My personal beef was that almost all the inhabitants of Corozal and Orange Walk, whether they were Hispanic, Mestizo, or Maya/Mestizo, were refugees or descended from refugees from a war called the Caste War in the second half of the nineteenth century in the Yucatan. The education powers here, colonial and self-government, did not feel it served their interests to teach us about that war. Instead, we Belizeans were taught about the fifteenth century War of the Roses between the British Houses of Lancaster and York, for instance. How quaint! But, power is power, Jack.
Perhaps there were not adequate Caste War texts available in the English language. It seems that Nelson Reed’s The Caste War of Yucatan, published in 1963 by Stanford University Press, was the first major work in English about the war. Personally, I did not read Mr. Reed’s book until 1993, when I bought a copy while on a trip to Merida. (Mr. Reed published a revised edition of his book in 2001.)
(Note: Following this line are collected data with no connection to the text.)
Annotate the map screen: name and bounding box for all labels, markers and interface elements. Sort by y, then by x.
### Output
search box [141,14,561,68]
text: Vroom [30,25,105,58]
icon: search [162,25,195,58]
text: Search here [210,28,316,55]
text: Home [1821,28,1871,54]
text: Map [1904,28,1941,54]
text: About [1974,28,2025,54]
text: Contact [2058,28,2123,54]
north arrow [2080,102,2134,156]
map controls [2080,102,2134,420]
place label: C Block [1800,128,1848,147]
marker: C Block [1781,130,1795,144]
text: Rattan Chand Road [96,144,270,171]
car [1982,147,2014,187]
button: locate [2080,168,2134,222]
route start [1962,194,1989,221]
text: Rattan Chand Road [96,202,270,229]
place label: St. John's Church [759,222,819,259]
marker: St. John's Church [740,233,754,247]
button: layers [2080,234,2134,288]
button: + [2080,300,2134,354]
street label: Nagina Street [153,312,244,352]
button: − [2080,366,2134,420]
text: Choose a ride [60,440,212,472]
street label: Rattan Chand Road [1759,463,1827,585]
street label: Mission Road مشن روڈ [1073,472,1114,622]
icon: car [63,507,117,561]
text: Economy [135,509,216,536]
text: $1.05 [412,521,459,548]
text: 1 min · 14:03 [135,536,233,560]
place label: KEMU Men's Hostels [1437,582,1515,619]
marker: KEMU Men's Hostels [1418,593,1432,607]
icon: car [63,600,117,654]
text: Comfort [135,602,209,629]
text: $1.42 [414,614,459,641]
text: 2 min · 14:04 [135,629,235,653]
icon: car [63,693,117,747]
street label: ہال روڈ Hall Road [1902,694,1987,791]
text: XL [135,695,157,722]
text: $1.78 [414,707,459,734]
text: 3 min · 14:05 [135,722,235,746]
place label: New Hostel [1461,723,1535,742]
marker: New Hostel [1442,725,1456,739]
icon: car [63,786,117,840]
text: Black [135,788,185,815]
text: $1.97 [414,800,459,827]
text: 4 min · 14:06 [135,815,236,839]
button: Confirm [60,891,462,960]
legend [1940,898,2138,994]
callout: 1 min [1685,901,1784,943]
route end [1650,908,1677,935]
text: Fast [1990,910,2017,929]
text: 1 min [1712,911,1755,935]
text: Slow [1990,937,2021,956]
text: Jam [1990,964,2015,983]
The Caste War began in Yucatan in 1847. The Mexican priest, Miguel Hidalgo, led a revolution in 1810 which sought to gain independence from Spain. Mexico became independent in 1821, but there was a process of internal turmoil between then and 1847. That turmoil included war with the United States. You have to understand something of that turmoil before you can understand the causes of the Caste War.
There was a war between the central Mexican government in Mexico City and the people of the Yucatan, principally Merida and Campeche. It is complicated, but somewhat similar to the American Civil War, in which the central government in Washington sought a “more perfect union,” a centralized government, whereas the southern Confederate states wanted “states’ rights,” a federal-type government. The Yucatecans wanted independence from the turmoil in Mexico City which featured mercurial personalities like General Antonio Lopez de Santa Anna. Having suffered early defeats, the ruling Ladino class in Yucatan invited support from the oppressed Indio class. The Mazehual proved to be very good fighters, and thus was born the idea of fighting against those who had been crushing them in Yucatan itself from time immemorial.
I will have to continue this narrative in some other column(s). I will close this episode with a quote from Enrique Krauze’s Mexico: Biography of Power, published in 1997 by HarperCollins:
”Following the initial emergence of these caudillos in 1810 came an ephemeral, tragic, but meaningful period filled with political and religious tensions, and then an age (1831-1855) dominated by typical Latin American creole caudillos, resembling those to be found elsewhere throughout the former Spanish colonies. One of them, acclaimed as ‘the Man of Destiny,’ loomed over his time like a melodramatic colossus: the uncrowned monarch, Antonio Lopez de Santa Anna.
“But there was something in the creole mentality — in Santa Anna himself and other caudillos and not only military commanders but also intellectuals like Alaman and Mora — that prevented them from consolidating a nation. Although they had the capacity and intellectual powers to establish a new order — some looking toward the future, eager for a state that would be republican, secular, democratic, and constitutional; others turning toward the past, nostalgic for a Catholic, hierarchical, centralized society — none of them could carry it off. And worse, they presided over a time of anarchy, economic impoverishment, the loss of national territory, and, above all, violence: revolutions, foreign interventions, civil struggles.”